After all, the rate of correct answers of ChatGPT to the guideline questions was relatively high, but healthcare professionals should be careful while using it. The accuracy of the information provided by ChatGPT must be checked with the guidelines. A recent study by Singhal et al. indicated that programs specific to the medical field have been developing (9). They reported that using a combination of prompting strategies, Flan-PaLM achieves state-of-the-art accuracy on every MultiMedQA multiple-choice dataset (MedQA3, MedMCQA4, PubMedQA5 and Measuring Massive Multitask Language Understanding [MMLU] clinical topics6), including 67.6% accuracy on MedQA (US Medical Licensing Exam-style questions), surpassing the prior state of the art by more than 17%. Nonetheless, they concluded the resulting model, Med-PaLM, performs promisingly but remains inferior to clinicians (9).
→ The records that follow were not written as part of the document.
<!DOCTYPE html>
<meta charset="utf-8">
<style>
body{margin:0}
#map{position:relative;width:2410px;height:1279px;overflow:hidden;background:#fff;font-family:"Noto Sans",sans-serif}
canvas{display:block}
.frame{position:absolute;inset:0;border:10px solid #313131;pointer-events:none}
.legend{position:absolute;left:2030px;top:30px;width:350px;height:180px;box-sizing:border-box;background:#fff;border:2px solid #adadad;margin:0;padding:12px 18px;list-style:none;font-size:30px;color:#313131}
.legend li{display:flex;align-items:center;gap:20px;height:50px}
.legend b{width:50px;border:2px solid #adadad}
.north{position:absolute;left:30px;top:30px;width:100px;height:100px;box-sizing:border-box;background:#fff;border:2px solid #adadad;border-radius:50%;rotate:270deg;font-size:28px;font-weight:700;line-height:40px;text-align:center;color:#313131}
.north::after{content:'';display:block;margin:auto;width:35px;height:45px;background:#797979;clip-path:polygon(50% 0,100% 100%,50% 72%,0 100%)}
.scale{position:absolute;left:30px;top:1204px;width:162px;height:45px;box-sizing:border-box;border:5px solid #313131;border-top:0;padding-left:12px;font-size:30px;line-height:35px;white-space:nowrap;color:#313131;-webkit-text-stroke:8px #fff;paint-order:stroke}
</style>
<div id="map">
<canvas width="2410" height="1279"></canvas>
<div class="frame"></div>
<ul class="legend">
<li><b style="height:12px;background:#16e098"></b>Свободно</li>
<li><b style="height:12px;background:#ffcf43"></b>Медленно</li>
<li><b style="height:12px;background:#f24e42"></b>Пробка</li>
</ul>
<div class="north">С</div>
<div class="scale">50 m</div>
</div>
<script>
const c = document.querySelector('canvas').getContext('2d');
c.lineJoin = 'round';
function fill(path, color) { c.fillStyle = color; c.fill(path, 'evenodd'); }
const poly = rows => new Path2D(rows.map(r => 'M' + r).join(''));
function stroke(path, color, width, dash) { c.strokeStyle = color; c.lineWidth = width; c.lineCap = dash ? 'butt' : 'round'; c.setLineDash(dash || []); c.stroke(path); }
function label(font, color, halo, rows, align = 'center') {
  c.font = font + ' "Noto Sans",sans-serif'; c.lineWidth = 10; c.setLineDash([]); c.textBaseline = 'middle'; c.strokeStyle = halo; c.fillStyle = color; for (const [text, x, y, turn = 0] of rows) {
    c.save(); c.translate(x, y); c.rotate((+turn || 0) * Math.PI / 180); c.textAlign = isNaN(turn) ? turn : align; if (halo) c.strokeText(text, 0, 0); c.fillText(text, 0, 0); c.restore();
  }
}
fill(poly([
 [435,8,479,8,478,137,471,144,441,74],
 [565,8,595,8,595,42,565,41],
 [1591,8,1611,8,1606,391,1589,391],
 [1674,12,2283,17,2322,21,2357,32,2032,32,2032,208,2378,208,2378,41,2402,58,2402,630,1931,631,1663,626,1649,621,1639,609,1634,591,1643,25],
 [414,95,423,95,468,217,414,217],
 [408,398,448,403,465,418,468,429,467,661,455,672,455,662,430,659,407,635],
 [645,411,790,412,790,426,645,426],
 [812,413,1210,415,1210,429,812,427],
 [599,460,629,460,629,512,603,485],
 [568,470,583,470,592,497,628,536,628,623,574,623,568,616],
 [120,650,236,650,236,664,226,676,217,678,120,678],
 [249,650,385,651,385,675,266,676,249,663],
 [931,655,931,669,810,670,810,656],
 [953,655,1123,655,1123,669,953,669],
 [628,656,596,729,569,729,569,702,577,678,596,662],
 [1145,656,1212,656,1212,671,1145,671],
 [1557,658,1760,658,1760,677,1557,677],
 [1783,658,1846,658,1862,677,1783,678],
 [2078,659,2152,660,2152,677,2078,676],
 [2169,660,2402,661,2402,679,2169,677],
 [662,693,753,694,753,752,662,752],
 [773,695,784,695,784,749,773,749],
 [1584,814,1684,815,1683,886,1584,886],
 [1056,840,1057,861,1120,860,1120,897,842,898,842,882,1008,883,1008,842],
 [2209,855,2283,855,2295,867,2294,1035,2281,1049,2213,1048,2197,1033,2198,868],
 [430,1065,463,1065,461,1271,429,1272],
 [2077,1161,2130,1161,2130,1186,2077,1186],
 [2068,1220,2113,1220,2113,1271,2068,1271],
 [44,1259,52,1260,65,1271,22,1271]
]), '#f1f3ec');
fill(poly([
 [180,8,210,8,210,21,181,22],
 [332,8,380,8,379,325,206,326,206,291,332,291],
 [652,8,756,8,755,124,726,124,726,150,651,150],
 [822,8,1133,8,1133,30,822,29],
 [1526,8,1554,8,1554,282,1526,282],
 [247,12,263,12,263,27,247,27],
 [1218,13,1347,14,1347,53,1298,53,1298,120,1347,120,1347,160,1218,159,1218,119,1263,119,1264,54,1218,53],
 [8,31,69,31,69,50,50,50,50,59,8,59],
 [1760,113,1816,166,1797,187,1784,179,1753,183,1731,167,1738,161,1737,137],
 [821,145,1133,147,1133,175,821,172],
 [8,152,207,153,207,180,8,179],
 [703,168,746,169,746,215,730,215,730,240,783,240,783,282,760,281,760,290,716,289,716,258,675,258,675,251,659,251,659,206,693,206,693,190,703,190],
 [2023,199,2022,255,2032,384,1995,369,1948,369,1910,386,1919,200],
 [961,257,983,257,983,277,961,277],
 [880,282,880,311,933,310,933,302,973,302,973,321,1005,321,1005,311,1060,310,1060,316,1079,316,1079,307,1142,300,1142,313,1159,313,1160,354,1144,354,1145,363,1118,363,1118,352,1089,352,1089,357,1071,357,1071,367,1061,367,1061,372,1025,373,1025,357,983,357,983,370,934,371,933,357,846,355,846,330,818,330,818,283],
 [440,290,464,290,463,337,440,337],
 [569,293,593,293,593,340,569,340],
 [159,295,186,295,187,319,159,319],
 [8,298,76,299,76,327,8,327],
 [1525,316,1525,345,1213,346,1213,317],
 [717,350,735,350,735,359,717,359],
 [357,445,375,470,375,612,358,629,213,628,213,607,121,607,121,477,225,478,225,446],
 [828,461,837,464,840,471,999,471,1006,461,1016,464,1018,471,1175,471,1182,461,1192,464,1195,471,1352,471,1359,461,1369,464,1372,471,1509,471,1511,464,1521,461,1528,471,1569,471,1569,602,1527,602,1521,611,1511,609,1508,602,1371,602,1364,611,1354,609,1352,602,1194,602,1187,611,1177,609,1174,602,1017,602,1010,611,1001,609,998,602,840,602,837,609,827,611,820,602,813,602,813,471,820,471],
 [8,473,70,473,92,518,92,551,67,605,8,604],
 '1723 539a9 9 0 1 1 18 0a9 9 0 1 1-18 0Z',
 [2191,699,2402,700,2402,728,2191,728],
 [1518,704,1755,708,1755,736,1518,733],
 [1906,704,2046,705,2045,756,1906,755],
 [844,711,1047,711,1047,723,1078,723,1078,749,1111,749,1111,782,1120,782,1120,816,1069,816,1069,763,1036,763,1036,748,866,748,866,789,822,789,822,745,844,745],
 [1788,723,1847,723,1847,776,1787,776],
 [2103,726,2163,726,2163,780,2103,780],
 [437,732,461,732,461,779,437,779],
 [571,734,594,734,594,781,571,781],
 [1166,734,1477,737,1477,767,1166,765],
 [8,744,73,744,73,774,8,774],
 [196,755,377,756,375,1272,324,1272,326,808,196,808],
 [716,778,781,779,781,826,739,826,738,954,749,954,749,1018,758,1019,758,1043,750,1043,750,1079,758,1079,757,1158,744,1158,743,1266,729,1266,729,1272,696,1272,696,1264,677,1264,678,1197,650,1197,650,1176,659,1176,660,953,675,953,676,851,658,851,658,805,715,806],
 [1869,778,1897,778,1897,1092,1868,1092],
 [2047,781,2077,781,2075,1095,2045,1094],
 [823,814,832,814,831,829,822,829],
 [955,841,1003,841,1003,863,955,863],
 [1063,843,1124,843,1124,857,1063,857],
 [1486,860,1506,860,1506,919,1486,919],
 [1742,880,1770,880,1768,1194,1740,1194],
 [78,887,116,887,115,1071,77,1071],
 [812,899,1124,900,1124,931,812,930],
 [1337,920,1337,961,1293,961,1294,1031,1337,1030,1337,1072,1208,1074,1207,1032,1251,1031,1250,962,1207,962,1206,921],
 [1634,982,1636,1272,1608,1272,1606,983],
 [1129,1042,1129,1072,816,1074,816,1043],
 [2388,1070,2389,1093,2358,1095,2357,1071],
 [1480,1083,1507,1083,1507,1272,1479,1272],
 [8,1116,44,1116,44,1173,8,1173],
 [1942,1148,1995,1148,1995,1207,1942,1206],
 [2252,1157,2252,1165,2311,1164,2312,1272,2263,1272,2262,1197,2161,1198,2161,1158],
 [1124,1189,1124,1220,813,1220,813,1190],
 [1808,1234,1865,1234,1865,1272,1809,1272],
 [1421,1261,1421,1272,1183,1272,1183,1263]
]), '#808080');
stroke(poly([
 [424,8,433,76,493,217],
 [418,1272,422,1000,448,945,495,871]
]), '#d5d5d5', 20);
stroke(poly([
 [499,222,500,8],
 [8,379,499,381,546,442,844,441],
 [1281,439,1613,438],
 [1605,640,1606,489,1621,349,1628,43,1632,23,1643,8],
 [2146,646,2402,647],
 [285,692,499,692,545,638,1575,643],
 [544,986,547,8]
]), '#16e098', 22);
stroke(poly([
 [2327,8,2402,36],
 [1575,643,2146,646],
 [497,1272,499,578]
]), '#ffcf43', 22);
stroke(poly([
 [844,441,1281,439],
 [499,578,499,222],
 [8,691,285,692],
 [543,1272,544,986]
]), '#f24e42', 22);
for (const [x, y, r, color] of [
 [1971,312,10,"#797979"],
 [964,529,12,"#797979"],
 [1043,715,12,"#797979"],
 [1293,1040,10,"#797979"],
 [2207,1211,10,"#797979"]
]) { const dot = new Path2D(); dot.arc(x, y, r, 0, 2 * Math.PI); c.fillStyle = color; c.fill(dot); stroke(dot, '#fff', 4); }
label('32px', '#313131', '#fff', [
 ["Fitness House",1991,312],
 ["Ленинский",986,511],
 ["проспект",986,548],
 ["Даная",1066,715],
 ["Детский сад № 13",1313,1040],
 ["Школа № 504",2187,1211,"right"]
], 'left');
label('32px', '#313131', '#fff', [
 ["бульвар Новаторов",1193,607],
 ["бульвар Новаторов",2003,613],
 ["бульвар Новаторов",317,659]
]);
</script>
In another study, ChatGPT interpreted the clinical evaluation of 36 patients, and an overall accuracy of 71.7% was achieved (10). While ChatGPT showed high performance with 76.9% accuracy in making the final diagnosis, it showed the lowest performance with 60% accuracy in creating a differential diagnosis. ChatGPT showed poorer performance on differential diagnosis-type questions than answering questions about general medical information (p=0.02) (10). It may be concluded that ChatGPT lacks the medical expertise and context required to fully understand the complex relationship between different conditions and treatments (11). Although it is a powerful text-based artificial intelligence model, it has some limitations, such as reasoning, establishing context, and limited text input. The inability to establish as comprehensive a context as humans and the reliability of sources may not always produce correct answers.
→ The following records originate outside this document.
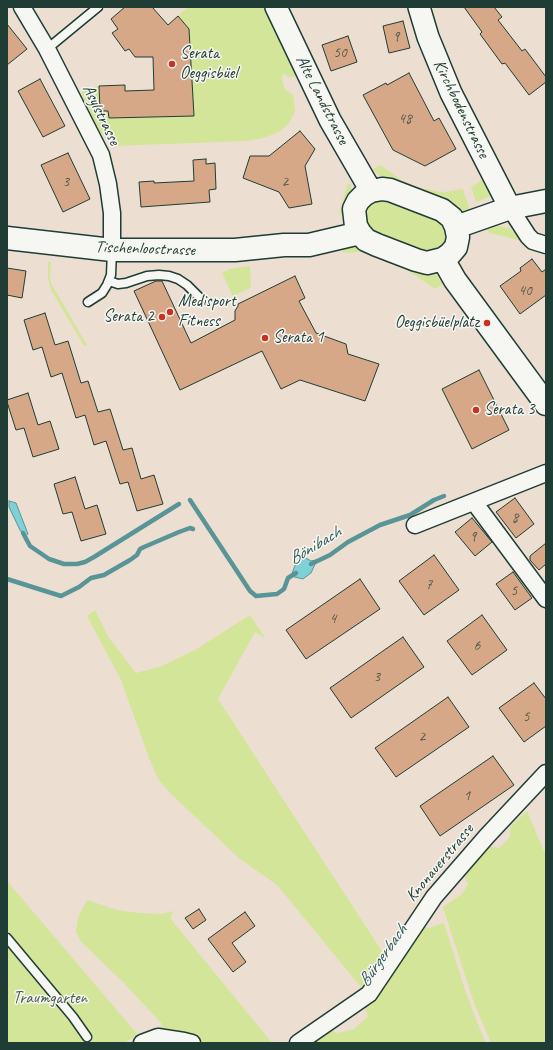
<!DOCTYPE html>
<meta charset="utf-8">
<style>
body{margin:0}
#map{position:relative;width:553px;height:1050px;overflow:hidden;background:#ecdfd2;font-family:Caveat,sans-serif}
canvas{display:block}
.frame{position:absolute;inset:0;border:8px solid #1f3d34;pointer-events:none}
</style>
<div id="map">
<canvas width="553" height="1050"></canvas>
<div class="frame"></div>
</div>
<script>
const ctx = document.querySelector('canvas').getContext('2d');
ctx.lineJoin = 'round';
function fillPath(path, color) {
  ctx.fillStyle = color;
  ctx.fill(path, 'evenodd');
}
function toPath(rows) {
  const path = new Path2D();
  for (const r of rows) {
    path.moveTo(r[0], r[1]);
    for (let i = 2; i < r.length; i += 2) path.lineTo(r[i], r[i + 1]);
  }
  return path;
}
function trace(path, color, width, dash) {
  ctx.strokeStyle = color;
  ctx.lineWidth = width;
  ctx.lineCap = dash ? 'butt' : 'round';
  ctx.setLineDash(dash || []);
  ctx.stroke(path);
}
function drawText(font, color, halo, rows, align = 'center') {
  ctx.font = font + ' Caveat,sans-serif';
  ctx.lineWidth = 3;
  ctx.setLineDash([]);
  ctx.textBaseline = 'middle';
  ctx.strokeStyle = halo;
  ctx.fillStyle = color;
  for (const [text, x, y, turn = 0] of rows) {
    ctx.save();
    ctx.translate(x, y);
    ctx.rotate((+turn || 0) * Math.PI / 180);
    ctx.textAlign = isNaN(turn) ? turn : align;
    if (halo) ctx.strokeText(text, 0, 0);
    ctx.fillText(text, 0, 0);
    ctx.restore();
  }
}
fillPath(toPath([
 [188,7,266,7,299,76,289,77,283,73,282,79,284,88,293,95,295,111,289,123,279,132,263,138,247,141,115,146,100,132,87,108,81,92,99,86,100,111,108,111,109,118,194,116,189,30,178,16],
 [381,165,401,180,414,186,435,191,444,192,463,189,470,210,462,211,454,209,383,180,373,169],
 [484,179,490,192,489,197,476,202,471,187],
 [351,183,352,193,344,212,339,216,347,185],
 [383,197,440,218,448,229,445,247,427,253,373,233,367,228,364,209,366,204],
 [494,226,499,226,509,228,523,241,489,233,487,229],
 [345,241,429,270,436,275,443,284,435,289,406,269,361,252,343,253,341,242],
 [48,262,51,262,50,275,51,283,87,345,84,346,51,290,48,280],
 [250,266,251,288,233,296,222,273,230,269],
 [95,610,109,638,136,673,162,666,195,650,250,615,265,638,255,632,218,699,387,959,365,992,277,885,240,859,170,793,158,779,149,758,121,680,87,616],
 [527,811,546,856,546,1043,491,1043,474,1003,443,907,462,894,468,884,464,874,488,846,499,848,510,837,510,827],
 [7,881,138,1035,123,1043,7,1043],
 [87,900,117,910,140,913,161,914,174,911,170,918,272,1043,201,1043,181,1038,158,1036,162,1024,122,981,81,942,76,932,78,917],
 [444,923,464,987,477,1022,486,1043,310,1043,329,1030,338,1033,354,1029,368,1016,364,1005,420,926,429,928]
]), '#d3e599');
const water = toPath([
 [9,501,16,503,28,534,25,537,20,530,9,507,9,501],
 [304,557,311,561,316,560,316,562,311,573,303,579,291,576,296,563,301,558,304,557]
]);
fillPath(water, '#7fd0d7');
trace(water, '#599596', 1);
trace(toPath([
 [190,500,250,591,256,596,277,594,284,589,288,578,296,573],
 [23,533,30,546,49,559,64,564,77,564,85,562,94,557,179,504],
 [311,564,330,555,348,542,380,525,410,515,434,500,444,496],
 [7,579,61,596,79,587,91,578,104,575,130,560,137,555,140,549,144,547,179,532,190,528,193,529]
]), '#599596', 4.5);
const building = toPath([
 [125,7,152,7,168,25,178,16,189,29,194,116,109,118,108,111,100,111,99,86,125,85,125,91,154,90,153,57,135,57,129,49,125,51,112,33,118,29,111,19,125,7],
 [464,7,494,7,502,17,498,20,522,51,525,49,546,77,546,82,529,95,505,63,502,64,480,34,482,32,464,7],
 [403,21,410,48,389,53,383,26,403,21],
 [7,24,27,49,7,65,7,24],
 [348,36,357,62,331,71,322,45,348,36],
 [409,73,434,121,439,118,456,149,425,166,393,150,363,95,386,83,387,85,409,73],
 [40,79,65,126,43,137,18,91,40,79],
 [300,131,315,149,305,166,312,204,289,208,279,192,243,178,250,156,269,156,300,131],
 [68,153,90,199,63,212,41,165,68,153],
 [206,159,206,164,215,163,216,189,209,190,210,202,141,207,139,182,154,181,154,183,194,181,193,160,206,159],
 [532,259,542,272,546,269,546,295,520,314,500,286,521,271,520,268,532,259],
 [7,268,26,271,22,298,7,295,7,268],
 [295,276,305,298,299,301,316,333,346,344,348,354,379,364,365,401,300,380,281,389,262,351,180,390,134,291,156,281,162,281,191,343,235,320,235,311,238,306,238,304,295,276],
 [45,313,55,345,68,341,81,383,88,381,98,412,110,409,123,450,132,448,141,479,154,475,163,504,137,511,128,482,120,484,106,441,94,445,85,415,76,418,62,373,51,377,42,347,33,350,24,320,45,313],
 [479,370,509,430,472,449,442,389,479,370],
 [28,393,38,425,50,421,59,449,33,457,24,428,16,430,7,402,7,400,28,393],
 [75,477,85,509,97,505,106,534,81,541,72,512,63,514,54,484,75,477],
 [515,498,534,524,516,538,496,512,515,498],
 [472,518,492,542,475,556,455,532,472,518],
 [546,543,546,564,539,570,530,560,530,556,546,543],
 [434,555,459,590,424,615,399,581,434,555],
 [513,572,532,598,515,610,496,584,513,572],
 [360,579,380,609,306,659,286,630,360,579],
 [482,615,507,650,472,675,447,641,482,615],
 [403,637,424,667,351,718,330,688,403,637],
 [534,683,546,699,546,726,524,742,499,708,534,683],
 [448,697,469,727,396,777,375,748,448,697],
 [493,756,514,785,440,836,420,806,493,756],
 [199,909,206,920,193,929,185,918,199,909],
 [245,912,255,926,232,943,246,962,233,972,208,939,245,912]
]);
fillPath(building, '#d6a888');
trace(building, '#1f3d34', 1);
const service = toPath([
 [47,49,98,7],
 [109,281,118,284,126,283,147,276,159,275,169,276,178,279,187,285,202,300],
 [88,302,102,293,107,285,111,275,112,251],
 [7,938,73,1017,87,1037]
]);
const minor = toPath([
 [22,7,47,49,101,155,108,184,112,213,112,250],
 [510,208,528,236,533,241,546,245],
 [474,502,546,599],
 [415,525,546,473],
 [142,1043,158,1037,184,1041,192,1043],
 [298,1043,369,994,434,897,487,836,546,773]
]);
const tertiary = toPath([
 [276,7,330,120,371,191],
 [419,7,428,37,451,93,510,208]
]);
const secondary = toPath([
 [382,189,390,190,442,210,452,218,456,227,458,237,456,247,450,254,443,259,427,263,416,260,377,245,366,240,360,233,356,226,354,209,358,201,364,195,371,191,382,189],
 [456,227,510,208,546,201],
 [7,238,112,250,235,250,284,245,309,245,360,233],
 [443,259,455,280,546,404]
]);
trace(service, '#1f3d34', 11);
trace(minor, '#1f3d34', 19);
trace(tertiary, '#1f3d34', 24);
trace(secondary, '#1f3d34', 25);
trace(service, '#f6f6f2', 8);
trace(minor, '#f6f6f2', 16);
trace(tertiary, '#f6f6f2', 21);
trace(secondary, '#f6f6f2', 22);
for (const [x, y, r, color] of [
 [172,64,4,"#c8321e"],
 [170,312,4,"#c8321e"],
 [162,317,4,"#c8321e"],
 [487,323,4,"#c8321e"],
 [265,338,4,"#c8321e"],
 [476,410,4,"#c8321e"]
]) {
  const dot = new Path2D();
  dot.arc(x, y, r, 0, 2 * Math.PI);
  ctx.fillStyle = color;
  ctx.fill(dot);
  trace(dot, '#f6f6f2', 1.5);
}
drawText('15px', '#4d5849', null, [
 ["9",396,37],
 ["50",340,53],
 ["48",405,119],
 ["3",66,182],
 ["2",285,182],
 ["40",525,291],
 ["8",515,518],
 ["9",473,537],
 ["7",429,585],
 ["5",514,591],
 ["4",333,619],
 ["6",477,646],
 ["3",377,677],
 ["5",526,717],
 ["2",422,737],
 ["1",467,796]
]);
drawText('17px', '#1f3d34', '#f6f6f2', [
 ["Serata",180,54],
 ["Oeggisbüel",180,74],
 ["Medisport",178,302],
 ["Fitness",178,322],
 ["Serata 2",154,317,"right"],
 ["Oeggisbüelplatz",479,323,"right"],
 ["Serata 1",273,338],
 ["Serata 3",484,410]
], 'left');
drawText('17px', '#1f3d34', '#f6f6f2', [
 ["Alte Landstrasse",322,100,63],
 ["Kirchbodenstrasse",461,109,64],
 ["Asylstrasse",101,115,64],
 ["Tischenloostrasse",145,249,2],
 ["Knonauerstrasse",440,863,-50]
]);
drawText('17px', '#435f48', '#f6f6f2', [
 ["Traumgarten",50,999]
]);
drawText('italic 18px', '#325a55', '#f6f6f2', [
 ["Bönibach",315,546,-31],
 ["Bürgerbach",383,956,-55]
]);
</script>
In conclusion, healthcare professionals and patients widely use artificial intelligence in the medical field. Although ChatGPT answers social media questions well, we recommend that healthcare professionals be conscientious when using ChatGPT. Given these considerations, the direct use of ChatGPT in the field of infectious diseases carries associated risks in its current state and necessitates active verification of information by users. Although there were certain limitations specific to infectious disease medicine, the results of this study indicated that ChatGPT’s medical knowledge has expanded and implies its potential to handle specific medical questions in the future.